** Opening Data for review block **
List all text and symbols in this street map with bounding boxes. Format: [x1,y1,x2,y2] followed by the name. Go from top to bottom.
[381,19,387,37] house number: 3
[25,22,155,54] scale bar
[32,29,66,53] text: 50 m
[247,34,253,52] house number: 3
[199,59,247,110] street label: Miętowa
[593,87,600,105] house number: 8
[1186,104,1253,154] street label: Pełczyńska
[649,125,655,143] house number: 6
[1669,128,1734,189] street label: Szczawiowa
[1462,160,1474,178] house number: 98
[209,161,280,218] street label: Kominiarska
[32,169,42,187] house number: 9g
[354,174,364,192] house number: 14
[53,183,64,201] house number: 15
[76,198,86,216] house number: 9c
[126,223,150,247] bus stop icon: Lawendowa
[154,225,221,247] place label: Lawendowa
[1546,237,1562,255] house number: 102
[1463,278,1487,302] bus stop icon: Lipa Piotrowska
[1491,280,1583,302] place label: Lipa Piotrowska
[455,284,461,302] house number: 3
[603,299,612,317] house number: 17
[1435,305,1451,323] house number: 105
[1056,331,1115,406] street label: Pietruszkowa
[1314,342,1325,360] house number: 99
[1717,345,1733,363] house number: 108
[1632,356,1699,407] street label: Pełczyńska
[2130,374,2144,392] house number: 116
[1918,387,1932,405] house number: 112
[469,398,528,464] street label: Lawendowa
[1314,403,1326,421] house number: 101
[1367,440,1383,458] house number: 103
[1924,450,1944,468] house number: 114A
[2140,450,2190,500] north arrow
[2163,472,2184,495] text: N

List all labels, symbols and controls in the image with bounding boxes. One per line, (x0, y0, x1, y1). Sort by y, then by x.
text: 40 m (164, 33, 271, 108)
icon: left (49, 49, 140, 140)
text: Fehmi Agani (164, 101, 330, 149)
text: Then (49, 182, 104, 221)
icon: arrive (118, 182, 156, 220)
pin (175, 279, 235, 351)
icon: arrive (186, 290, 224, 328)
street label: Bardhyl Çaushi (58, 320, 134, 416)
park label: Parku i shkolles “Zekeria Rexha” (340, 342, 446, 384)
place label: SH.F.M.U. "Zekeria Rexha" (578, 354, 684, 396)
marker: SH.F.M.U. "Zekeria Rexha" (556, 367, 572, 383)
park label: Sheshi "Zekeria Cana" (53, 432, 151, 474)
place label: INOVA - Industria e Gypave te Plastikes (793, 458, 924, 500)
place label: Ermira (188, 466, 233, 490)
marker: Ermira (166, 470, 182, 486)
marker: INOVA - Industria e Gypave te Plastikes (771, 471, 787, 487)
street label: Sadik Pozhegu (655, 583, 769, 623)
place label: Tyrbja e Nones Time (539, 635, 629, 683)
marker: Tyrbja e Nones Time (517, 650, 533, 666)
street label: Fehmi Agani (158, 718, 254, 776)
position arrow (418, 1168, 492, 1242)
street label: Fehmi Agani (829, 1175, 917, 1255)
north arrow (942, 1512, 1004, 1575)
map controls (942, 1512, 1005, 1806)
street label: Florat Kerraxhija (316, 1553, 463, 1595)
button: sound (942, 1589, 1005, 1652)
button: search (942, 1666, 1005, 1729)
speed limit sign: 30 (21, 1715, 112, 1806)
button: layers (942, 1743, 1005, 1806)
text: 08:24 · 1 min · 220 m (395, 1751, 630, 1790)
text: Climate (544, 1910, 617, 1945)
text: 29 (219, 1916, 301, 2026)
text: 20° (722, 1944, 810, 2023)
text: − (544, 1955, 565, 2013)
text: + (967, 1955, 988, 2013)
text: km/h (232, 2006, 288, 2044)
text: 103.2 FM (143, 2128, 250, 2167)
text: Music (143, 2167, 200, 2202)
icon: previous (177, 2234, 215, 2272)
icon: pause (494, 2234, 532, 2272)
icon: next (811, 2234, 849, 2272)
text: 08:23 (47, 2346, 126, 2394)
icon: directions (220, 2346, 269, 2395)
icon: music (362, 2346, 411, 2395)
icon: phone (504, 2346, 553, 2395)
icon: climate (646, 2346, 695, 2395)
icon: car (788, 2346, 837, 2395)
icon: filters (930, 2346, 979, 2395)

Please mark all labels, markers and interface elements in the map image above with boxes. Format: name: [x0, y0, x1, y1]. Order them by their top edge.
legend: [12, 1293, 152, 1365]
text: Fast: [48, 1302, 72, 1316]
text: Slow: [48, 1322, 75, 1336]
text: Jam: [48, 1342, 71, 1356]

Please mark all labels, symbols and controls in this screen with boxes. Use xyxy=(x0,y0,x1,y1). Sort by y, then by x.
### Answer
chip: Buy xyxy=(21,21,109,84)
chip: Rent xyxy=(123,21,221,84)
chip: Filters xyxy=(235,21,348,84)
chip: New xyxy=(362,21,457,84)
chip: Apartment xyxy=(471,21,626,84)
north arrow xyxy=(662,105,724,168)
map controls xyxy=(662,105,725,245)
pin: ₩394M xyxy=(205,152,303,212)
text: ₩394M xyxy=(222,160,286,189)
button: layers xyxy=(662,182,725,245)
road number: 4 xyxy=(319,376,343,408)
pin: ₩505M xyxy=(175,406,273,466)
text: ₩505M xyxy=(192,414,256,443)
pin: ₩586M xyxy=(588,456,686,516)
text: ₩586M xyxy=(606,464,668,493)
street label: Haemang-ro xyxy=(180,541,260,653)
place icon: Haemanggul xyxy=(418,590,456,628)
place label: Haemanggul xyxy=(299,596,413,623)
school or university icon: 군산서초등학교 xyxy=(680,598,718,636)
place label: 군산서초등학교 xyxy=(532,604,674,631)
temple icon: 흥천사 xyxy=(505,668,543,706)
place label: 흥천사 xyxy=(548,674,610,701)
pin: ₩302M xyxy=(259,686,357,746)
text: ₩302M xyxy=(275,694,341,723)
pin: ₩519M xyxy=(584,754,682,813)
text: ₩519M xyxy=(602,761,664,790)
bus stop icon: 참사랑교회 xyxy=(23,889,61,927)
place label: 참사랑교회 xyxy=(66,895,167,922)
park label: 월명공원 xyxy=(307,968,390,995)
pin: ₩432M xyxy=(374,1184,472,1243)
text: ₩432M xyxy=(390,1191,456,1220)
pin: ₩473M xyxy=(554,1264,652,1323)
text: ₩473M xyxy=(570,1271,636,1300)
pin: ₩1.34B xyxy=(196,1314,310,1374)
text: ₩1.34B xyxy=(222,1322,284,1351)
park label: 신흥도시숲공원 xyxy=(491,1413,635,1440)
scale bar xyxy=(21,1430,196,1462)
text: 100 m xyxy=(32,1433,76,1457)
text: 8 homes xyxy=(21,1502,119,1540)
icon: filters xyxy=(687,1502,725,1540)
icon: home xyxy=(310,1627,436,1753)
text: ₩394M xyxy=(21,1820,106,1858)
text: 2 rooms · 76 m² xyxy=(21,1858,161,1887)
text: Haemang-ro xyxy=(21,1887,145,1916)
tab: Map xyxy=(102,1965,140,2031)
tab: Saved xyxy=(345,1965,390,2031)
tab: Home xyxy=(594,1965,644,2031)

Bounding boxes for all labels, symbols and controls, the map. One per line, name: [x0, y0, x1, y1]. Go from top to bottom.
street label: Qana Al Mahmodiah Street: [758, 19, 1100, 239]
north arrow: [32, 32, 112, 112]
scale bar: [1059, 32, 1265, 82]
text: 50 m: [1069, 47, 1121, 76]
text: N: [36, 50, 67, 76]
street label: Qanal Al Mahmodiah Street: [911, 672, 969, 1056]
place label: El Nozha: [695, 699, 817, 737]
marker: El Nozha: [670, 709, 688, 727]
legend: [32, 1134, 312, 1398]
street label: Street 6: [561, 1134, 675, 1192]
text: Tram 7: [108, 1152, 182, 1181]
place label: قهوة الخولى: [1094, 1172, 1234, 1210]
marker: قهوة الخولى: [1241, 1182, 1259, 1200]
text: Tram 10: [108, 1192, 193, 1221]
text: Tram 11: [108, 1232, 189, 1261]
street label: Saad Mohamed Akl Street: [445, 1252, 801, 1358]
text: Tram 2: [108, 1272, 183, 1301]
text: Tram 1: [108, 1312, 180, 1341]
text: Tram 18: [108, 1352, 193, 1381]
** Closing Data for review block **
Task brief:
In the material above, find each line that has the string "Format" and return it.

Reply to the task:
List all text and symbols in this street map with bounding boxes. Format: [x1,y1,x2,y2] followed by the name. Go from top to bottom.
Please mark all labels, markers and interface elements in the map image above with boxes. Format: name: [x0, y0, x1, y1]. Order them by their top edge.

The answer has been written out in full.